Collected data
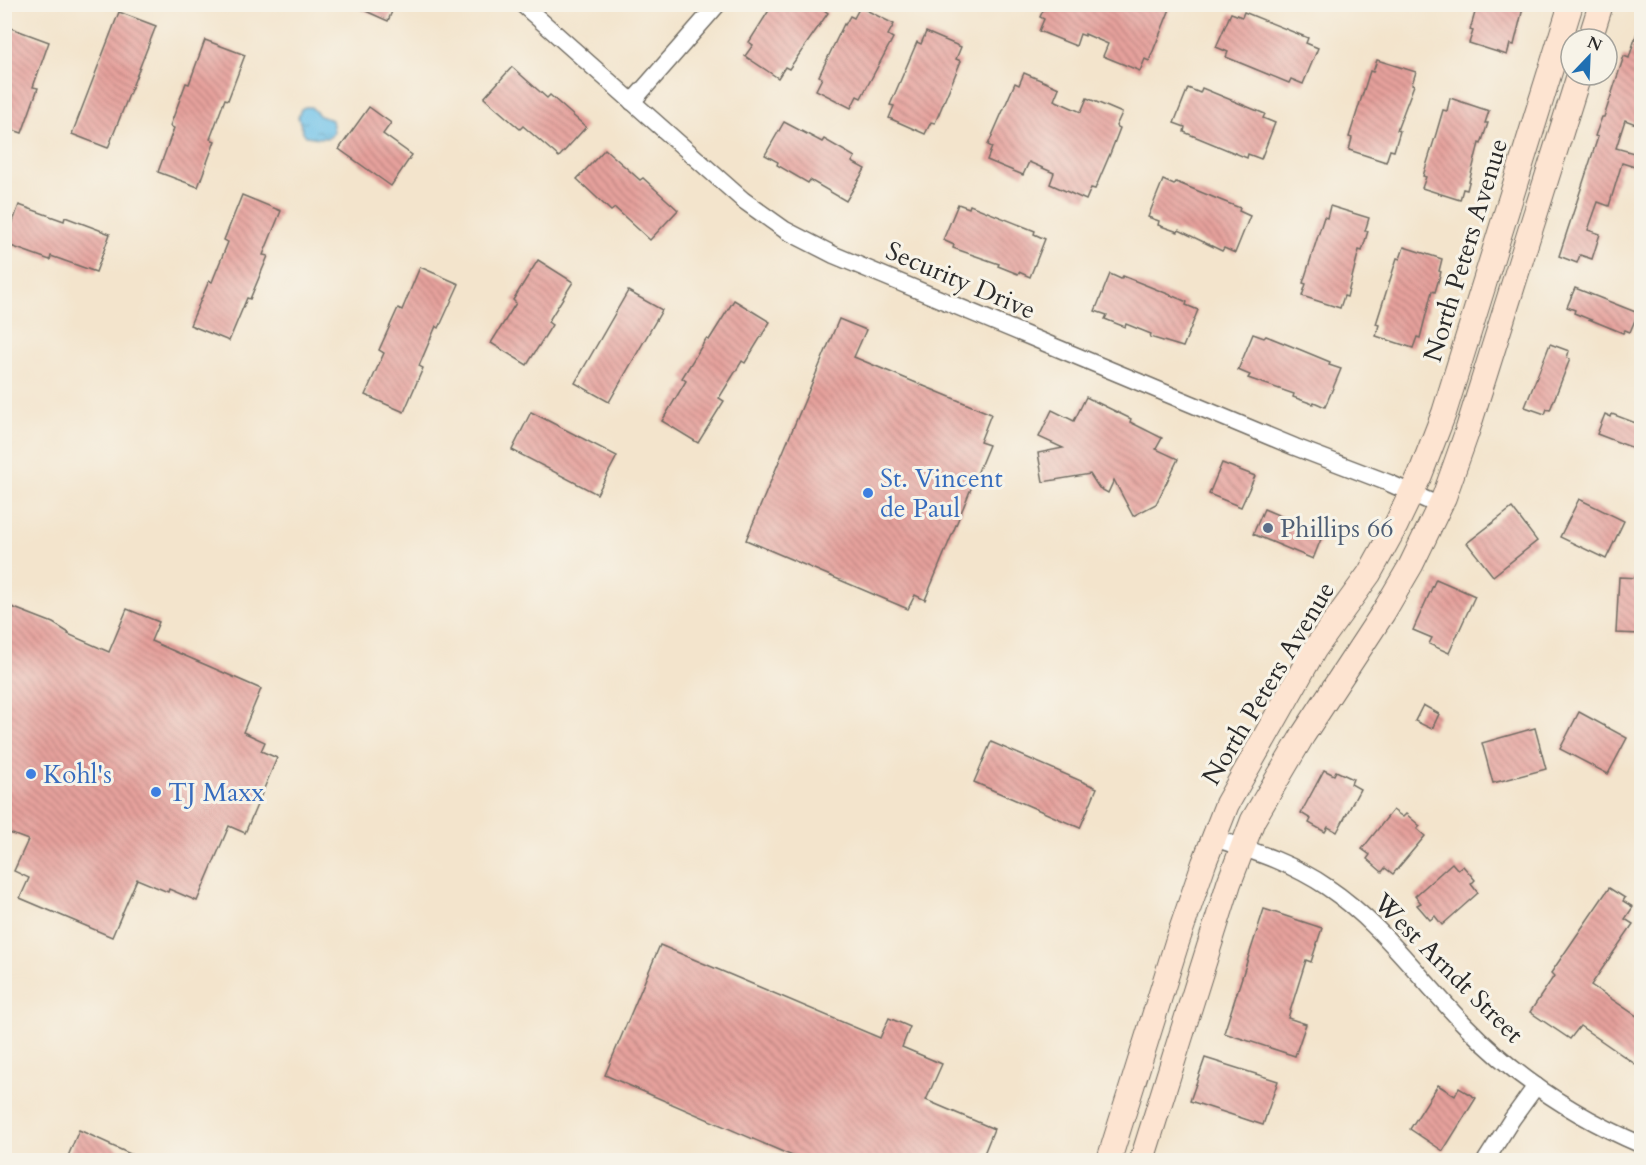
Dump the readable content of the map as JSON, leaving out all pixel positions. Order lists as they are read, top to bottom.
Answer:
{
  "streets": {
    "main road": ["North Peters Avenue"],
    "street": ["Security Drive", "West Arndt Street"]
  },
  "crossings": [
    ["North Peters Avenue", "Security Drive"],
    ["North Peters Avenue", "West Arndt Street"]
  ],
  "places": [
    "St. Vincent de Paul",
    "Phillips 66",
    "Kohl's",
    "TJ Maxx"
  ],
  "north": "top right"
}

**TASK:** Repeat the records above exactly, leaving out any pictures they contain.

**ANSWER SECTION:**
Dump the readable content of the map as JSON, leaving out all pixel positions. Order lists as they are read, top to bottom.
Answer:
{
  "streets": {
    "main road": ["North Peters Avenue"],
    "street": ["Security Drive", "West Arndt Street"]
  },
  "crossings": [
    ["North Peters Avenue", "Security Drive"],
    ["North Peters Avenue", "West Arndt Street"]
  ],
  "places": [
    "St. Vincent de Paul",
    "Phillips 66",
    "Kohl's",
    "TJ Maxx"
  ],
  "north": "top right"
}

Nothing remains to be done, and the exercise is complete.